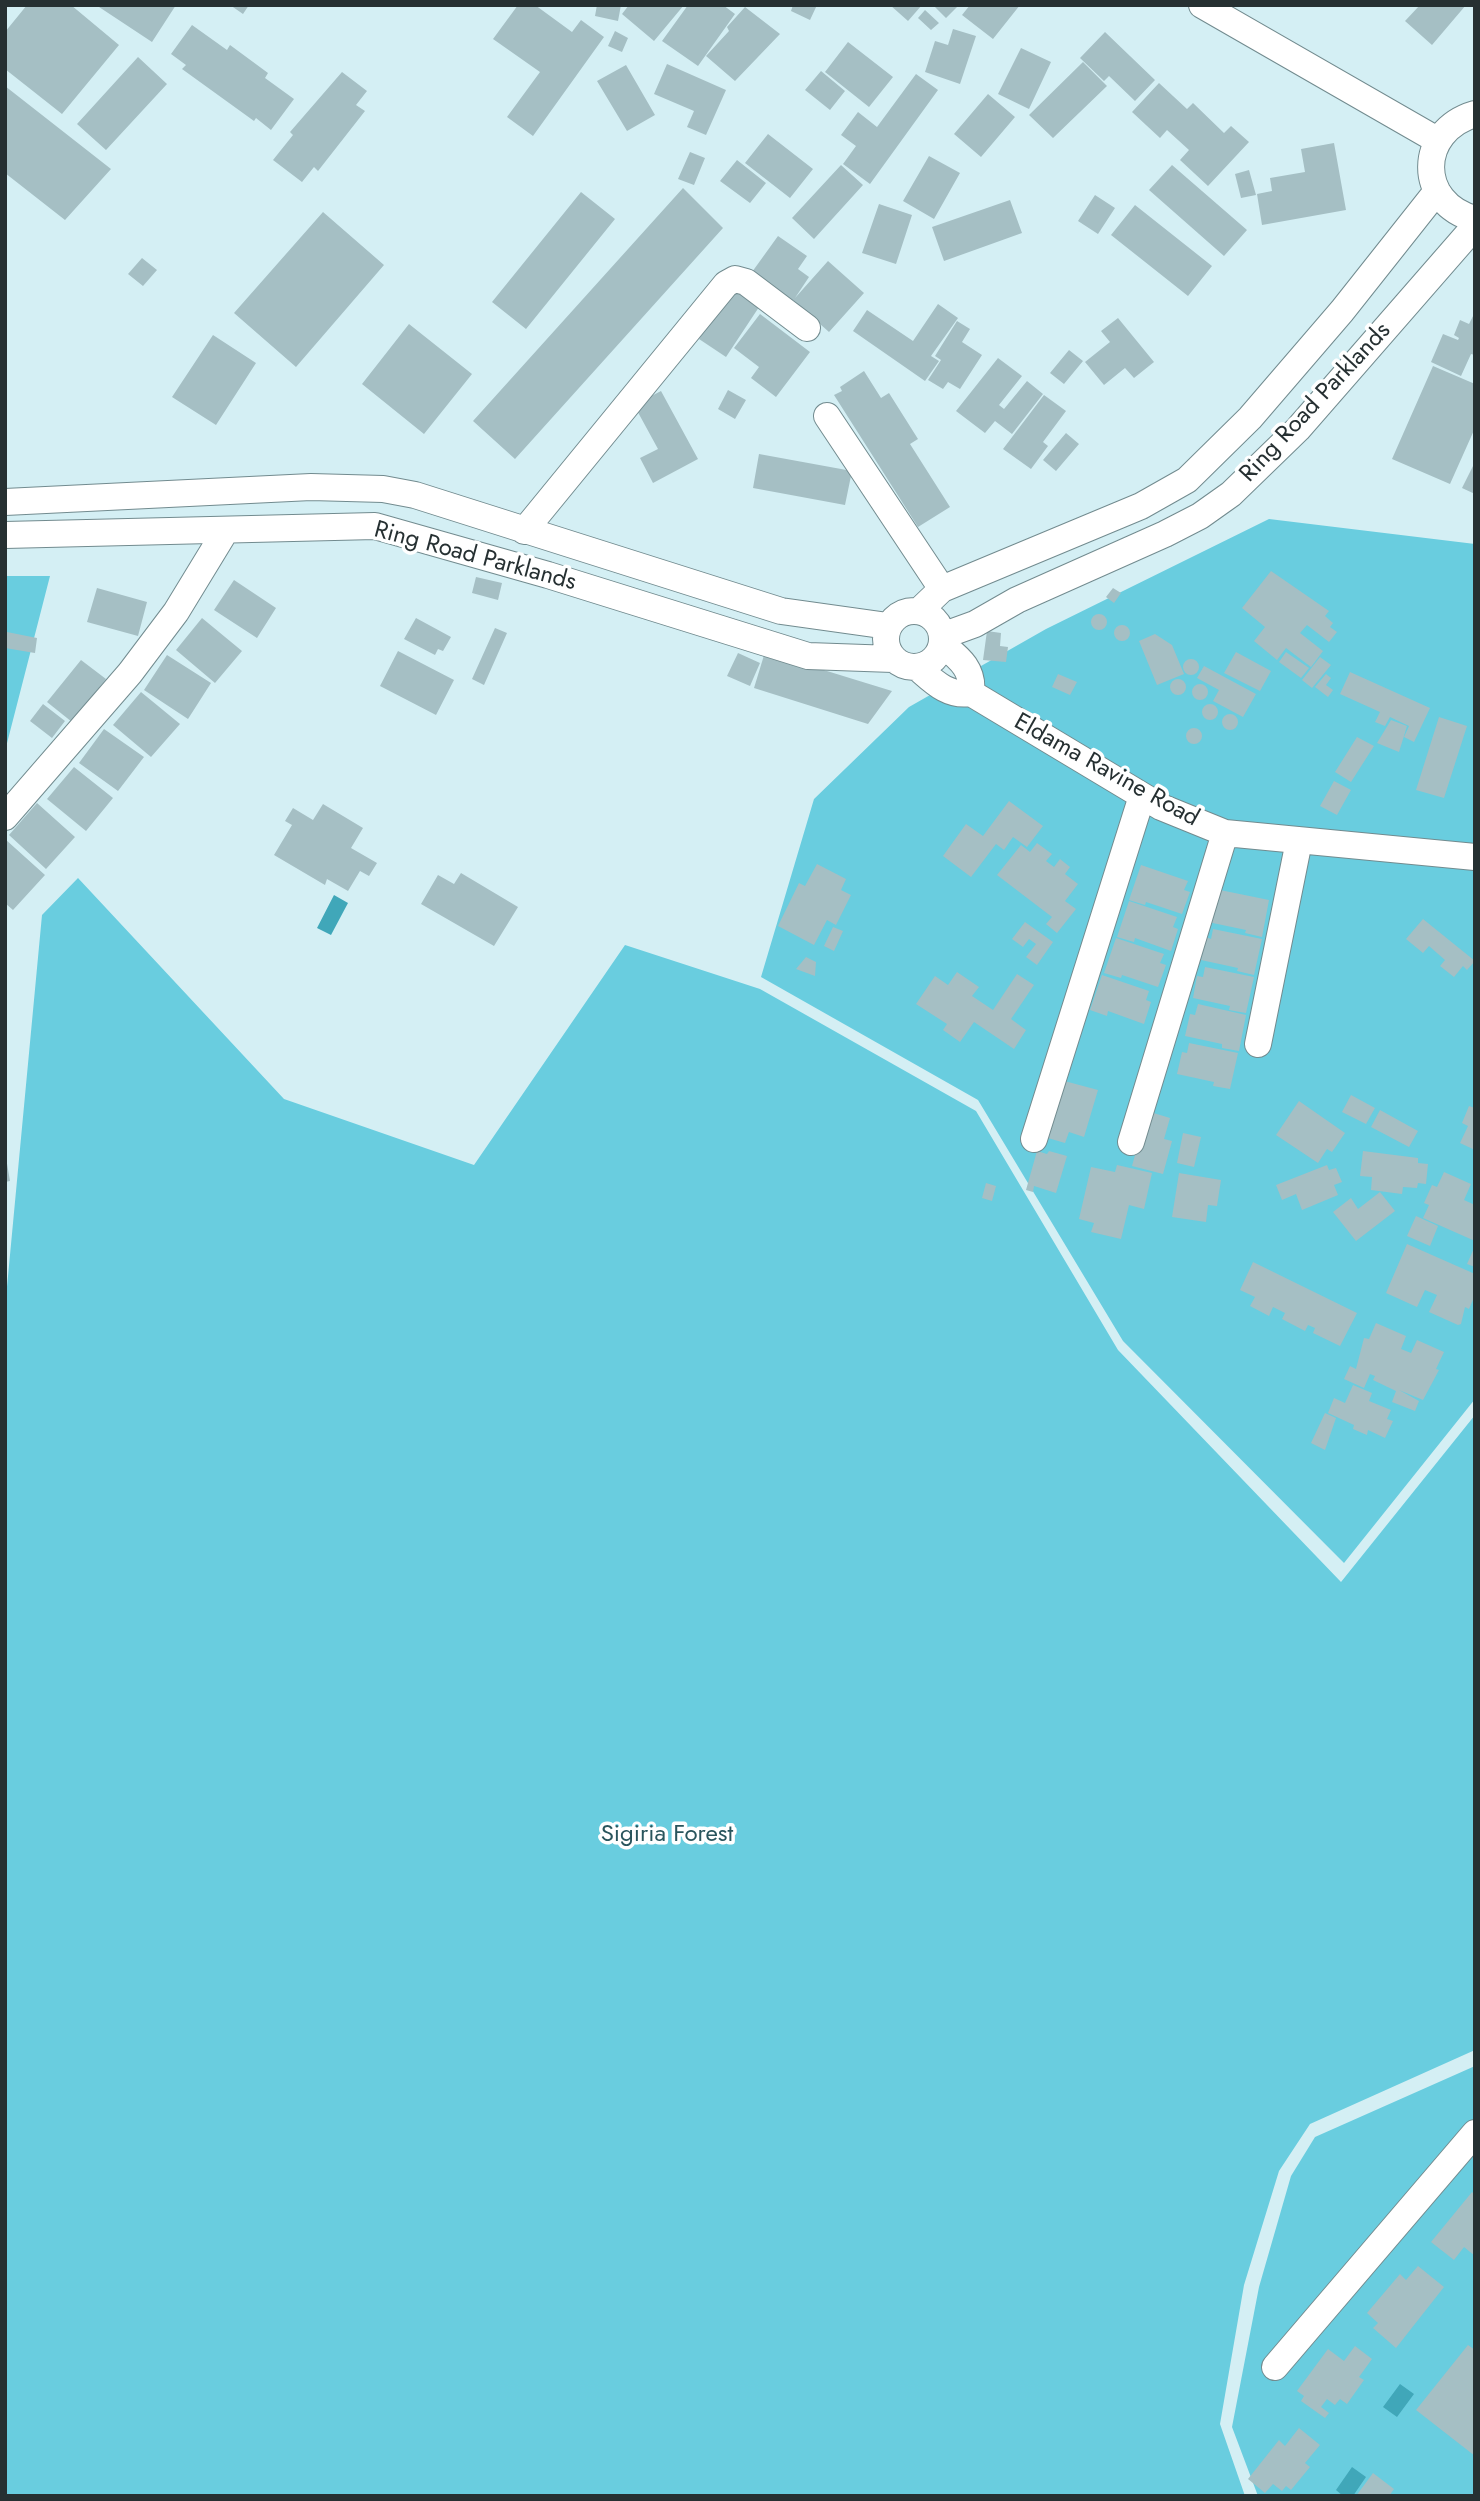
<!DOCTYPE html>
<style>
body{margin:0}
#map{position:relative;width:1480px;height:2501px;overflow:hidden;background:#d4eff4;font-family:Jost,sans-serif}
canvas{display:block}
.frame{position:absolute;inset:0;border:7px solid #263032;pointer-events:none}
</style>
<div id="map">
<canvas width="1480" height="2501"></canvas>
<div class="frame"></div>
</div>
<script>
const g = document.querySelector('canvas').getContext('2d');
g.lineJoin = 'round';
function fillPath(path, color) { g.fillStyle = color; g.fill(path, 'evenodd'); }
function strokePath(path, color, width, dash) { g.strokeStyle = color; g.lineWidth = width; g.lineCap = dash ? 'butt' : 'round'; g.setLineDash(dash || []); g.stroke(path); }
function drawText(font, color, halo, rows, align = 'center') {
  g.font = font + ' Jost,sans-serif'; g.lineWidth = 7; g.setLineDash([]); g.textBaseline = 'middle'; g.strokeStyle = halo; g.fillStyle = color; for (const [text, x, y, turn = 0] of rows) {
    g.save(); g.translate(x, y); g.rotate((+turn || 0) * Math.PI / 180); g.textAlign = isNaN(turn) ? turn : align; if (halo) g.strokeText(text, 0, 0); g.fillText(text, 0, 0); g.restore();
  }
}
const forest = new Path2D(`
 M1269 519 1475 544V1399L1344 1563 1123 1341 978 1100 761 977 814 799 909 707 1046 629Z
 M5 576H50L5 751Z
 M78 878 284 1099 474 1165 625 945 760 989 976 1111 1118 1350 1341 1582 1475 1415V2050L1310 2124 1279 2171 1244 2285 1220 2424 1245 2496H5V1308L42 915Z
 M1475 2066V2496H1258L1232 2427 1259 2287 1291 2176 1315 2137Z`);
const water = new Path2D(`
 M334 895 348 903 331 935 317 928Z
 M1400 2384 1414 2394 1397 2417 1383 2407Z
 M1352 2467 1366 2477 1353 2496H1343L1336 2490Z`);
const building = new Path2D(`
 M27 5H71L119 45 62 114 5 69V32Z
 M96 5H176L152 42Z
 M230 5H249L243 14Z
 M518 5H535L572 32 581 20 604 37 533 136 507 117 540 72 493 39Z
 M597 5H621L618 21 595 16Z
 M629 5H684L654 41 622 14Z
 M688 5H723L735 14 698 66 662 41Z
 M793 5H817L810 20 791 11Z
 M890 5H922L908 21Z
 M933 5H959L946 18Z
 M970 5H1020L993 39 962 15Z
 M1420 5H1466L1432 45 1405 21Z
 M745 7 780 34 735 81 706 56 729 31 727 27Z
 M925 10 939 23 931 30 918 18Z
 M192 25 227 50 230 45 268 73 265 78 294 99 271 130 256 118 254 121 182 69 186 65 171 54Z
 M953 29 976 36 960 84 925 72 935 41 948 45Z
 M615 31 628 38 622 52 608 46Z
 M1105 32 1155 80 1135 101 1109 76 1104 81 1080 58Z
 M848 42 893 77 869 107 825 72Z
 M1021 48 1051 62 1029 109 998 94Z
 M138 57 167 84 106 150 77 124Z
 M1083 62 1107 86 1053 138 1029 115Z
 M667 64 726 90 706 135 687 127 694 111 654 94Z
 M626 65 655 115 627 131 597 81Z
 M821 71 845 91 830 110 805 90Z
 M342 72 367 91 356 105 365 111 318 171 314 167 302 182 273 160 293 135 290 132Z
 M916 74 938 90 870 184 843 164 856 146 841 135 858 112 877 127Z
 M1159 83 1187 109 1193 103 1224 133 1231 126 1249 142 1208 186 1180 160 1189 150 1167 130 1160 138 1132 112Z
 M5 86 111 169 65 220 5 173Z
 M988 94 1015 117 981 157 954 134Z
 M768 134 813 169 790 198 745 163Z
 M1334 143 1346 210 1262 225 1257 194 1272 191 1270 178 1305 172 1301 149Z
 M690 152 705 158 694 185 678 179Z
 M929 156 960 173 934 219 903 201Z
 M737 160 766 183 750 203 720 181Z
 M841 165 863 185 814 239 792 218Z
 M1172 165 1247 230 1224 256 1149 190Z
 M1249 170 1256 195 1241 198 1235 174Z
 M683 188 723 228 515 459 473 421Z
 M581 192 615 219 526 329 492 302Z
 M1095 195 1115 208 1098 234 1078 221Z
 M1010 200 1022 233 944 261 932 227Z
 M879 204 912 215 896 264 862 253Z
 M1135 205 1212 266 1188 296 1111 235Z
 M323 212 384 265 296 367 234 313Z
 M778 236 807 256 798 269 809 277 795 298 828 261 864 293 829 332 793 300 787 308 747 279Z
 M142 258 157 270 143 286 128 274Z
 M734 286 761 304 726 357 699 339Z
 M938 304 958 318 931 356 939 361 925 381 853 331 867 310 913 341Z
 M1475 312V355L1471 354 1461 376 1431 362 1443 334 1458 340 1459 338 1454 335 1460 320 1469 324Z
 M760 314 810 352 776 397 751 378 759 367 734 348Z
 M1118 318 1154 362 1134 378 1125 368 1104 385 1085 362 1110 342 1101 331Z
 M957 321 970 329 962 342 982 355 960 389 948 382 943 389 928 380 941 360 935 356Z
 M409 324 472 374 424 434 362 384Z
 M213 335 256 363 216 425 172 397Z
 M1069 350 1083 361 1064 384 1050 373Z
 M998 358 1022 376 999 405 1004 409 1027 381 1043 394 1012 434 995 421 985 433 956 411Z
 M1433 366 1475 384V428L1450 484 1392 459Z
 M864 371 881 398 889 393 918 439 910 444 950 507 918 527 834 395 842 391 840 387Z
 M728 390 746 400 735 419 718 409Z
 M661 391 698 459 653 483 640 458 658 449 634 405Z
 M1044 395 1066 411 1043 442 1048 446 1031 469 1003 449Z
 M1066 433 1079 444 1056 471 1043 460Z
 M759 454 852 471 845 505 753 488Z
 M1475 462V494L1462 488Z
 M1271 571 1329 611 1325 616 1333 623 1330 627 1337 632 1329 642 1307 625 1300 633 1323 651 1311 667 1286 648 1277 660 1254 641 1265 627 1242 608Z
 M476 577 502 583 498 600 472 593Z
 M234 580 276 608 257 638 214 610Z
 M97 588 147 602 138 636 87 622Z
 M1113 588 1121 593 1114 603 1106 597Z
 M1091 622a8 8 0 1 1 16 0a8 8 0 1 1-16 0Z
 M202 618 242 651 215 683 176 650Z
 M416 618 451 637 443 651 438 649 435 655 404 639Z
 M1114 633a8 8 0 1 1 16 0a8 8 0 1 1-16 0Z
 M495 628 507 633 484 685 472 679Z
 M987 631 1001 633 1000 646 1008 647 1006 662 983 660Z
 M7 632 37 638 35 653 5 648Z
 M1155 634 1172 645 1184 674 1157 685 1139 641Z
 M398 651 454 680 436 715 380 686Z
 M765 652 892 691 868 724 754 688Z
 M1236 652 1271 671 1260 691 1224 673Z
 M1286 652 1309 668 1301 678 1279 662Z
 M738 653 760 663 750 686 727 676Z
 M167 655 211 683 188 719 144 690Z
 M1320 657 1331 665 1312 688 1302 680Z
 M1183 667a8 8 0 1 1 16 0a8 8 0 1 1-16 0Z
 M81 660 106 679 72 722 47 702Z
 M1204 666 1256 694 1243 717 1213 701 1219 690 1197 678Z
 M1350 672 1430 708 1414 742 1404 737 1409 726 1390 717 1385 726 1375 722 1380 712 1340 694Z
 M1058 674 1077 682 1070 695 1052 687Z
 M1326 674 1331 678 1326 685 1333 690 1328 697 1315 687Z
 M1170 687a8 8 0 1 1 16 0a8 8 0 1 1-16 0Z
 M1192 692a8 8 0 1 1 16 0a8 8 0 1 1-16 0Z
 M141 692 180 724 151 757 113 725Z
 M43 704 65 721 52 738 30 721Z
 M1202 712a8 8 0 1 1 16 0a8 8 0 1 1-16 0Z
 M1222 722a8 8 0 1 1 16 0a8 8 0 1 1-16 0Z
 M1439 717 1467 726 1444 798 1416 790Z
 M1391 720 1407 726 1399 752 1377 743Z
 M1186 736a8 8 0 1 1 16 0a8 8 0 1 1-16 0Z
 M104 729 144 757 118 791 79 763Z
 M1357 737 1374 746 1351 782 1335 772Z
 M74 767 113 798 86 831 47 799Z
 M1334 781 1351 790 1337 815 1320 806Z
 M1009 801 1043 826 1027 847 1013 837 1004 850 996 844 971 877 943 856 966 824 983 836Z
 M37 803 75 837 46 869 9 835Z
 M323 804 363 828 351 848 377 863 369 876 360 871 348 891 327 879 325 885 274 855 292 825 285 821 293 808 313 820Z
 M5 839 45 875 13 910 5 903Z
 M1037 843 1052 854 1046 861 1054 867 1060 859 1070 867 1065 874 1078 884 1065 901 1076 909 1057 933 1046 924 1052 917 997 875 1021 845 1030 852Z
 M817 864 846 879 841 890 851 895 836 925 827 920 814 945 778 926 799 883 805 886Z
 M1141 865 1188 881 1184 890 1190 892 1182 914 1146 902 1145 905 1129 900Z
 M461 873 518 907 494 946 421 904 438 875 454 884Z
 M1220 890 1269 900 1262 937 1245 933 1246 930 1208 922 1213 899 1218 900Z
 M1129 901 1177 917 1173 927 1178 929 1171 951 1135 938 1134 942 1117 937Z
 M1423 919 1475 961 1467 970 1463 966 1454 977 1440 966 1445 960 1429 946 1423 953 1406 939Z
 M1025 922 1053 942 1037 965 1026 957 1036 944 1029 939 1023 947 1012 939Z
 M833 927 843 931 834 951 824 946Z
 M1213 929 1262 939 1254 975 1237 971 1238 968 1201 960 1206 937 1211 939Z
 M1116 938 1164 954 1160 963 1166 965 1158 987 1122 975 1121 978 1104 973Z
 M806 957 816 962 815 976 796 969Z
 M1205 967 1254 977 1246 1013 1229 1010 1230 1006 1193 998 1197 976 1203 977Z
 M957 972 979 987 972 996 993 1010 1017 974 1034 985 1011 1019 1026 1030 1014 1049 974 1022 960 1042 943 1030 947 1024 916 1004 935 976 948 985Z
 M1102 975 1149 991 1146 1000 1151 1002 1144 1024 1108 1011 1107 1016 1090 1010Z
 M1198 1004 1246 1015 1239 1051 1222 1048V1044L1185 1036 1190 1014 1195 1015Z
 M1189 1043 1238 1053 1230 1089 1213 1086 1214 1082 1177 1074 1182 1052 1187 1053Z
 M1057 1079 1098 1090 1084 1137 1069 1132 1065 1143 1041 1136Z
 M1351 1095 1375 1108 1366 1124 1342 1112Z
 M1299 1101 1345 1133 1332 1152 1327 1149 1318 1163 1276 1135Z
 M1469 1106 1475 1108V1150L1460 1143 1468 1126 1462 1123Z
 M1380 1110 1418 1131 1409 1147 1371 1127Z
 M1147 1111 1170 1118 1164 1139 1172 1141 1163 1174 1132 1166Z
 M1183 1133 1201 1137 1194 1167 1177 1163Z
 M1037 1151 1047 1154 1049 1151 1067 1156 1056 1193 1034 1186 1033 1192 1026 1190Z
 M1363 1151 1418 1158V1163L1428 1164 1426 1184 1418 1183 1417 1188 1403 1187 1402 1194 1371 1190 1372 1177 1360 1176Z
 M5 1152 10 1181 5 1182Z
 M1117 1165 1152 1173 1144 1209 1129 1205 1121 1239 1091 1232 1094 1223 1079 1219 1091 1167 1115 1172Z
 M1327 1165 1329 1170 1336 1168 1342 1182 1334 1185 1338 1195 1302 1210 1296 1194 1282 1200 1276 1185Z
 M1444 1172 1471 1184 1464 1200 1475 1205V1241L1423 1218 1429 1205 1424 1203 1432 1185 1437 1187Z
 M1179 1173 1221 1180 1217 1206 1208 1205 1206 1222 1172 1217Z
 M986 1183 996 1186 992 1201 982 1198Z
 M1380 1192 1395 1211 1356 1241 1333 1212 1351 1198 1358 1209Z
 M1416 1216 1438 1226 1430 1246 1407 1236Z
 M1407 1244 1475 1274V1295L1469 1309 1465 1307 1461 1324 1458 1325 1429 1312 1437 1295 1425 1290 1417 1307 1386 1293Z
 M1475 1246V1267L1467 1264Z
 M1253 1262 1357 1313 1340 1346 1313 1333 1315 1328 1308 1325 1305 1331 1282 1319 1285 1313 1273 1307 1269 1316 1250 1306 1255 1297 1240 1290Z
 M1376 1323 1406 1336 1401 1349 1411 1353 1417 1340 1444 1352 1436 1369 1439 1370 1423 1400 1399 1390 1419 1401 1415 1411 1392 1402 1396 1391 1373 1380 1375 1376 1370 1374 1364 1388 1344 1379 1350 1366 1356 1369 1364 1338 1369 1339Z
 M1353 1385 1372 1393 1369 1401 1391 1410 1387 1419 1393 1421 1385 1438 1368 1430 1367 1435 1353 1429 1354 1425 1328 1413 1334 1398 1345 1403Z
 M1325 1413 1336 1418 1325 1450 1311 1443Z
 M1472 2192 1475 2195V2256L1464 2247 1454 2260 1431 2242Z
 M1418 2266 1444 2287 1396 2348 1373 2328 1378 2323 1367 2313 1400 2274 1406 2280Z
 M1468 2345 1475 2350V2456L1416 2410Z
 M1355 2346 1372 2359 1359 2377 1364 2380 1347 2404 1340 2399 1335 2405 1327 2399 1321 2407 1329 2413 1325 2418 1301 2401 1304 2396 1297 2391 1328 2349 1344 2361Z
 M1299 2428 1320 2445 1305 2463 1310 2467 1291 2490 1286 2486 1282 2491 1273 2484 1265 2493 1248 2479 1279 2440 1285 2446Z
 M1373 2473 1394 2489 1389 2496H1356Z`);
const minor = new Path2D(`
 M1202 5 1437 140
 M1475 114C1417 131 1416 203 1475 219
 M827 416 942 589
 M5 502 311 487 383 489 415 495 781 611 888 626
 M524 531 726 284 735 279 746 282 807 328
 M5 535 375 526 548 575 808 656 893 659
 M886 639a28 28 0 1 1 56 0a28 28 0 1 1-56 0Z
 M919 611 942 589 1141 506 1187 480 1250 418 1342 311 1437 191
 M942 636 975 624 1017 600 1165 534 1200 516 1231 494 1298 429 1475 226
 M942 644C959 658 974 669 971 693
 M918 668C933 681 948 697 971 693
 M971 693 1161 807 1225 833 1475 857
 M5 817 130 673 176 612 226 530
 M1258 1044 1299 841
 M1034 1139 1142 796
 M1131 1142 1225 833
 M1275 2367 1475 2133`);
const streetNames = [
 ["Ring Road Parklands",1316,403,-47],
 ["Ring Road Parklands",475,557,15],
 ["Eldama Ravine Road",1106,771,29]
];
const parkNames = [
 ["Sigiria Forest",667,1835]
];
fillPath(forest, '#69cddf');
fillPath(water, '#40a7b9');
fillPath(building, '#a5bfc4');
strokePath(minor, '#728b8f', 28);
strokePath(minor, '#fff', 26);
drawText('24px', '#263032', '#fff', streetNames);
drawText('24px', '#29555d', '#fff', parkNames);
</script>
* * * * * * * * *
- Your instructions
Wherever a line in the data above holds the word "turn", copy that line.

- Reply
  g.font = font + ' Jost,sans-serif'; g.lineWidth = 7; g.setLineDash([]); g.textBaseline = 'middle'; g.strokeStyle = halo; g.fillStyle = color; for (const [text, x, y, turn = 0] of rows) {
    g.save(); g.translate(x, y); g.rotate((+turn || 0) * Math.PI / 180); g.textAlign = isNaN(turn) ? turn : align; if (halo) g.strokeText(text, 0, 0); g.fillText(text, 0, 0); g.restore();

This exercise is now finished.